Instructions for the task: Output the data word for word, dropping every image.

(Items from a data source)
Content starts

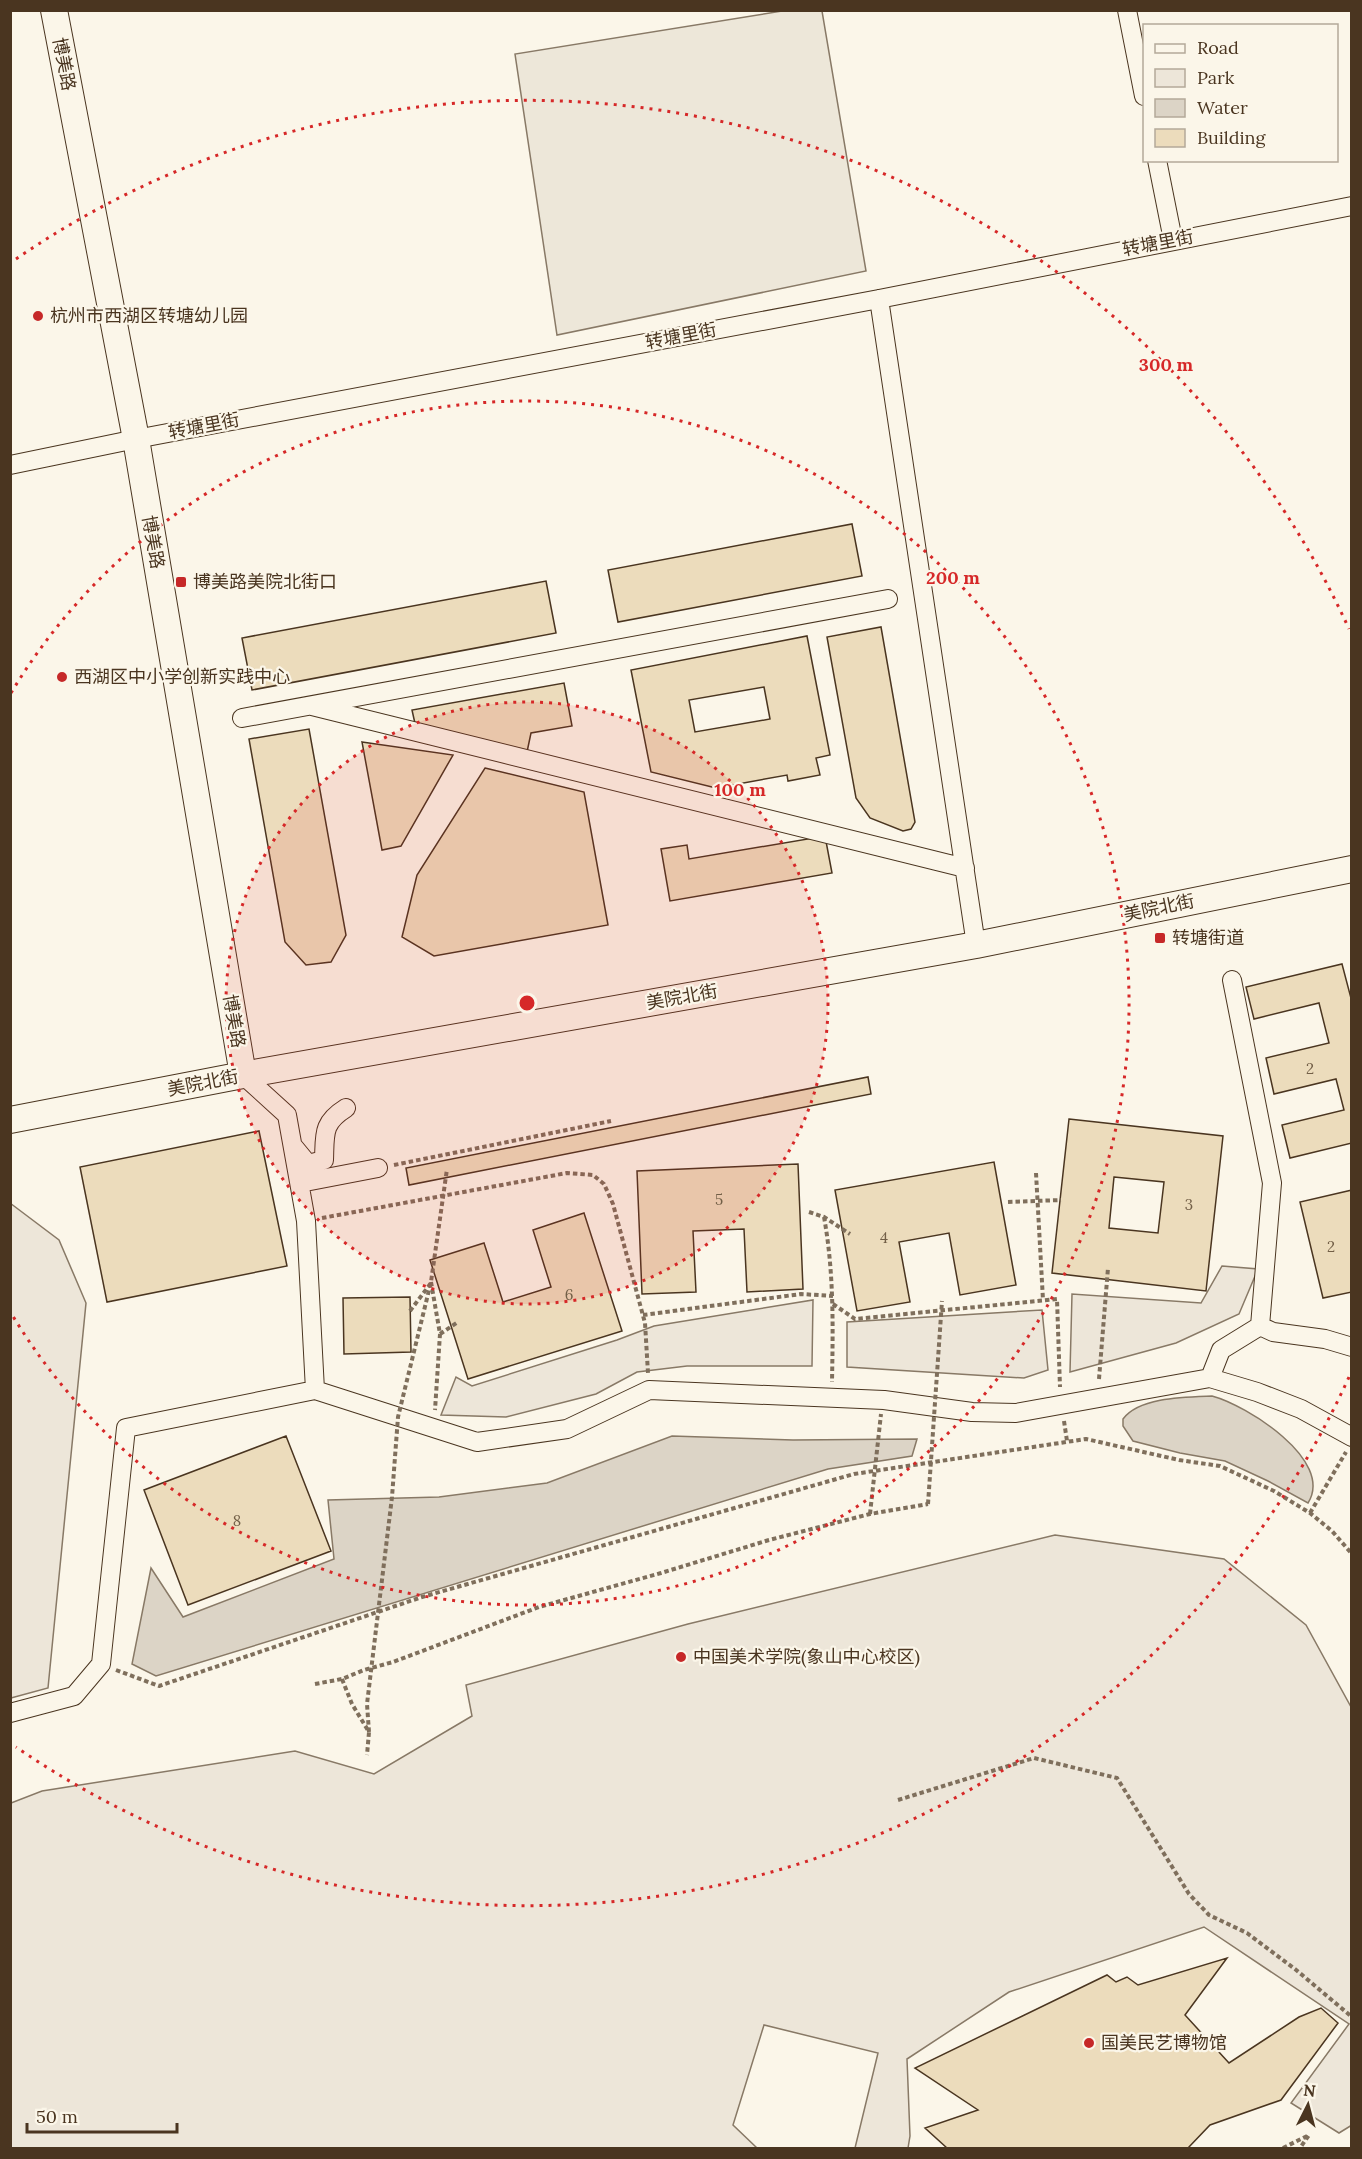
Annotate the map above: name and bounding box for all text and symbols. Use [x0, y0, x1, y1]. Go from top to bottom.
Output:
legend [1143, 24, 1338, 162]
street label: 博美路 [48, 35, 81, 93]
text: Road [1197, 36, 1239, 59]
text: Park [1197, 66, 1235, 89]
text: Water [1197, 96, 1248, 119]
text: Building [1197, 126, 1267, 149]
street label: 转塘里街 [1120, 224, 1195, 261]
place label: 杭州市西湖区转塘幼儿园 [50, 304, 248, 327]
marker: 杭州市西湖区转塘幼儿园 [31, 309, 45, 323]
street label: 转塘里街 [643, 317, 718, 354]
text: 300 m [1139, 353, 1194, 376]
street label: 转塘里街 [166, 407, 241, 444]
street label: 博美路 [137, 513, 170, 570]
text: 200 m [926, 566, 980, 589]
place label: 博美路美院北街口 [193, 570, 337, 593]
marker: 博美路美院北街口 [174, 575, 188, 589]
place label: 西湖区中小学创新实践中心 [74, 665, 290, 688]
marker: 西湖区中小学创新实践中心 [55, 670, 69, 684]
text: 100 m [714, 778, 766, 801]
street label: 美院北街 [1121, 889, 1197, 926]
place label: 转塘街道 [1172, 926, 1244, 949]
marker: 转塘街道 [1153, 931, 1167, 945]
street label: 美院北街 [644, 979, 719, 1014]
street label: 博美路 [218, 992, 251, 1049]
centre of rings [517, 993, 537, 1013]
house number: 2 [1306, 1059, 1314, 1078]
street label: 美院北街 [165, 1064, 240, 1101]
house number: 5 [715, 1190, 723, 1209]
house number: 3 [1185, 1195, 1193, 1214]
house number: 4 [880, 1228, 888, 1247]
house number: 2 [1327, 1237, 1335, 1256]
house number: 6 [565, 1285, 573, 1304]
house number: 8 [233, 1511, 241, 1530]
place label: 中国美术学院(象山中心校区) [693, 1645, 920, 1668]
marker: 中国美术学院(象山中心校区) [674, 1650, 688, 1664]
place label: 国美民艺博物馆 [1101, 2031, 1227, 2054]
marker: 国美民艺博物馆 [1082, 2036, 1096, 2050]
north arrow [1278, 2075, 1338, 2135]
text: N [1302, 2079, 1317, 2101]
scale bar [27, 2096, 177, 2134]
text: 50 m [36, 2105, 78, 2128]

Content ends

Your response:
Annotate the map above: name and bounding box for all text and symbols. Use [x0, y0, x1, y1]. Go from top to bottom.
Output:
legend [1143, 24, 1338, 162]
street label: 博美路 [48, 35, 81, 93]
text: Road [1197, 36, 1239, 59]
text: Park [1197, 66, 1235, 89]
text: Water [1197, 96, 1248, 119]
text: Building [1197, 126, 1267, 149]
street label: 转塘里街 [1120, 224, 1195, 261]
place label: 杭州市西湖区转塘幼儿园 [50, 304, 248, 327]
marker: 杭州市西湖区转塘幼儿园 [31, 309, 45, 323]
street label: 转塘里街 [643, 317, 718, 354]
text: 300 m [1139, 353, 1194, 376]
street label: 转塘里街 [166, 407, 241, 444]
street label: 博美路 [137, 513, 170, 570]
text: 200 m [926, 566, 980, 589]
place label: 博美路美院北街口 [193, 570, 337, 593]
marker: 博美路美院北街口 [174, 575, 188, 589]
place label: 西湖区中小学创新实践中心 [74, 665, 290, 688]
marker: 西湖区中小学创新实践中心 [55, 670, 69, 684]
text: 100 m [714, 778, 766, 801]
street label: 美院北街 [1121, 889, 1197, 926]
place label: 转塘街道 [1172, 926, 1244, 949]
marker: 转塘街道 [1153, 931, 1167, 945]
street label: 美院北街 [644, 979, 719, 1014]
street label: 博美路 [218, 992, 251, 1049]
centre of rings [517, 993, 537, 1013]
house number: 2 [1306, 1059, 1314, 1078]
street label: 美院北街 [165, 1064, 240, 1101]
house number: 5 [715, 1190, 723, 1209]
house number: 3 [1185, 1195, 1193, 1214]
house number: 4 [880, 1228, 888, 1247]
house number: 2 [1327, 1237, 1335, 1256]
house number: 6 [565, 1285, 573, 1304]
house number: 8 [233, 1511, 241, 1530]
place label: 中国美术学院(象山中心校区) [693, 1645, 920, 1668]
marker: 中国美术学院(象山中心校区) [674, 1650, 688, 1664]
place label: 国美民艺博物馆 [1101, 2031, 1227, 2054]
marker: 国美民艺博物馆 [1082, 2036, 1096, 2050]
north arrow [1278, 2075, 1338, 2135]
text: N [1302, 2079, 1317, 2101]
scale bar [27, 2096, 177, 2134]
text: 50 m [36, 2105, 78, 2128]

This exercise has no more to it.